Joel White, E.B.'s son, was highly respected as a boat designer - among other things he is known for the Haven 12-1/2, Nutshell Pram, Shellback Dinghy, Catspaw Dinghy, and Shearwater.

It seems that if Joel were related to the Maine canoe-building Whites, it would have come out by now.
 
Thanks Dan....I knew that E. B.'s immediate family had lived in New York....where E. B. was born....but I'm curious if there might have been some family connection to Maine since they settled there; if perhaps E. B.'s family had relations in Maine....I know it's a reach but just curious
 
Although EB may not have moved to Maine until the '30's, his personal connection to the state began much earlier -- when he was 6:

"One summer, along about 1904, my father rented a camp on a lake in Maine and took us all there for the month of August.

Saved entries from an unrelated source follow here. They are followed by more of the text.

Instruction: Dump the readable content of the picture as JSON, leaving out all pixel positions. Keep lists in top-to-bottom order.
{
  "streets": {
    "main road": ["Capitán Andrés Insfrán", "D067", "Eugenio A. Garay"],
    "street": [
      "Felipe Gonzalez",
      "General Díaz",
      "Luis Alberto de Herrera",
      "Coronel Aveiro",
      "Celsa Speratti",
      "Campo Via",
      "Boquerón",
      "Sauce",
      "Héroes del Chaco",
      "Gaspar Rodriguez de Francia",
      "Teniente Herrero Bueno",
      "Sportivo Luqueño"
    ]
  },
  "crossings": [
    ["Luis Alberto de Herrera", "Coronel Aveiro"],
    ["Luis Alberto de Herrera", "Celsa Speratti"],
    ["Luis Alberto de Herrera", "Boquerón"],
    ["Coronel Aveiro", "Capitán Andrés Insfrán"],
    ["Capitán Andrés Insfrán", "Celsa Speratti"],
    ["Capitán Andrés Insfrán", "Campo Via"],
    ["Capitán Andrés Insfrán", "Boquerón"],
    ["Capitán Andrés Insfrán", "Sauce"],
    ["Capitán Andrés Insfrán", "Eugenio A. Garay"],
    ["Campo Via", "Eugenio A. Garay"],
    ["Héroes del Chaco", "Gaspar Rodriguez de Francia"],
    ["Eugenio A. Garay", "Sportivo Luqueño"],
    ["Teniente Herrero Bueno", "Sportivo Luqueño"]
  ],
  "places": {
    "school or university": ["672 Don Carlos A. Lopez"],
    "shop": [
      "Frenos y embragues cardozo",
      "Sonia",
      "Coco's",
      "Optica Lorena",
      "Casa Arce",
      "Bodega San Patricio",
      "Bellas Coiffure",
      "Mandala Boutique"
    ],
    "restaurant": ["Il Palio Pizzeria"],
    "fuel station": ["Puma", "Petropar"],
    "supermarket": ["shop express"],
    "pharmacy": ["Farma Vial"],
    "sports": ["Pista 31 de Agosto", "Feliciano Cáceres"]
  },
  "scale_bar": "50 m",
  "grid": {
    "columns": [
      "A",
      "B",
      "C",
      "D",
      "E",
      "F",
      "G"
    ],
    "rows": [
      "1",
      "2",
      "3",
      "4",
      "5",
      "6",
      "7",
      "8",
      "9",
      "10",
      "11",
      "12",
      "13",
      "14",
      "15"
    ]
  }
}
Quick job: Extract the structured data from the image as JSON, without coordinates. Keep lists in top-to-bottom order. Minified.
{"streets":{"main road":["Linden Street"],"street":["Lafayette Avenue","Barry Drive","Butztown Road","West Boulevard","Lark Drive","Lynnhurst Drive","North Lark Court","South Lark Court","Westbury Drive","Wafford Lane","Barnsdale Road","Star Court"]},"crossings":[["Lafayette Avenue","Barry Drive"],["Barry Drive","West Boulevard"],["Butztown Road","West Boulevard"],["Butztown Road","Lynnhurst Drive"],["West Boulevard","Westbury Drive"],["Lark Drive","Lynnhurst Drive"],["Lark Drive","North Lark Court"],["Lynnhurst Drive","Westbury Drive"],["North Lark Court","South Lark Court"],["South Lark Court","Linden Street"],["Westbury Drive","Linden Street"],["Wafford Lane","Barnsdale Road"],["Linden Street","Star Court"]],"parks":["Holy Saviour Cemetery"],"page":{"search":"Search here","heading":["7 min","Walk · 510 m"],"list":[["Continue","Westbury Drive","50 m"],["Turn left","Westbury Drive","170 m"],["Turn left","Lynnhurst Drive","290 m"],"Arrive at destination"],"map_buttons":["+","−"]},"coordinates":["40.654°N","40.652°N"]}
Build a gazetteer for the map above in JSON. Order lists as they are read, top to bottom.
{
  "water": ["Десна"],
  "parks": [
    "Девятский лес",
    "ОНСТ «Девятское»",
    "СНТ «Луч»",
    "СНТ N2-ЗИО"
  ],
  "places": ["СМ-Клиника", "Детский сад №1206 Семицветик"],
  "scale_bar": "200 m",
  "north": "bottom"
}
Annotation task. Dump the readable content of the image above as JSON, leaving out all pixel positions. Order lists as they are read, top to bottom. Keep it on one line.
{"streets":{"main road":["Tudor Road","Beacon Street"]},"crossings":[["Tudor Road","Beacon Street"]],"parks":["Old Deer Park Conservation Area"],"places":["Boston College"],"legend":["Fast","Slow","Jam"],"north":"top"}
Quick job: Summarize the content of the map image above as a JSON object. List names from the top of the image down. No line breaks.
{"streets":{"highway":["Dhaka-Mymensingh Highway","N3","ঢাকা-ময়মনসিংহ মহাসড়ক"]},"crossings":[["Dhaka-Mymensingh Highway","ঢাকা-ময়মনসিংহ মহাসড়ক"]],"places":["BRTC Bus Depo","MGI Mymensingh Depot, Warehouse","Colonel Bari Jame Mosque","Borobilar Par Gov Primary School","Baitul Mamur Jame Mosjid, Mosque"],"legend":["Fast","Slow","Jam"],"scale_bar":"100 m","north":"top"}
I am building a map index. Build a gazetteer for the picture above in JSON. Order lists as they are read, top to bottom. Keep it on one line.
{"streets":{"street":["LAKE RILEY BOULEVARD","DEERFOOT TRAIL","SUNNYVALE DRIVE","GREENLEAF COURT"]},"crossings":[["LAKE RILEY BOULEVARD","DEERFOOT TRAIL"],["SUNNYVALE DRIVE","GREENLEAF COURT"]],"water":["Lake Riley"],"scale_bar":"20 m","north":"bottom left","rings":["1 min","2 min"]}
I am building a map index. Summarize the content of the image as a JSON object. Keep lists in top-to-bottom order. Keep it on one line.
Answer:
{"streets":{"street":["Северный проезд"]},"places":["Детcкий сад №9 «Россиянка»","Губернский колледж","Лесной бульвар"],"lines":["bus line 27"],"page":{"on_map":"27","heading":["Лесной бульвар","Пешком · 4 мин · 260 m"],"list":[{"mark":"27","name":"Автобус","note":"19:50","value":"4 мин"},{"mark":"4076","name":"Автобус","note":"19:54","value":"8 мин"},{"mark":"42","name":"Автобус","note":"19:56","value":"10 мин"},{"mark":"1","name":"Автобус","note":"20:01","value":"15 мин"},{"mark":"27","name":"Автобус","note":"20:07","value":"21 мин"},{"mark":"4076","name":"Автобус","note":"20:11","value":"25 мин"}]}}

We all got ringworm from some kittens and had to rub Pond's Extract on our arms and legs night and morning, and my father rolled over in a canoe with all his clothes on; but outside of that the vacation was a success and from then on none of us ever thought there was any place in the world like that lake in Maine. We returned summer after summer--always on August 1st for one month."

EB's boating as an adult was primarily salt-water sailing, but he never completely lost the love of canoes he had as a youth. Scott Elledge, in his 1986 biography of EB, reports that to celebrate his eighty-first birthday, White lashed a borrowed canoe to the top of his car and drove to "the same Belgrade lake where, seventy years before, he had received a green Old Town canoe from his father, a gift for his eleventh birthday. He subsequently “drove to Old Town, Maine, and bought himself a new, green fifteen-foot wood-and-canvas canoe I anticipation of returning the following year to the Pond . . ..”

Any family connection to EM White seems unlikely, and if a connection existed, it was likely remote -- White is a fairly common name. EB was, of course, a small child when EM began building canoes. EB’s father Samuel Tilly White, who was the same generation as EM, was born in Brooklyn and became a successful piano manufacturer in New York. His grandfather was a carpenter in Brooklyn, NY. But EM’s family home was in Gilman Falls, Maine, where he is reported to have bent canoe ribs in his mother's washtub when he began building canoes.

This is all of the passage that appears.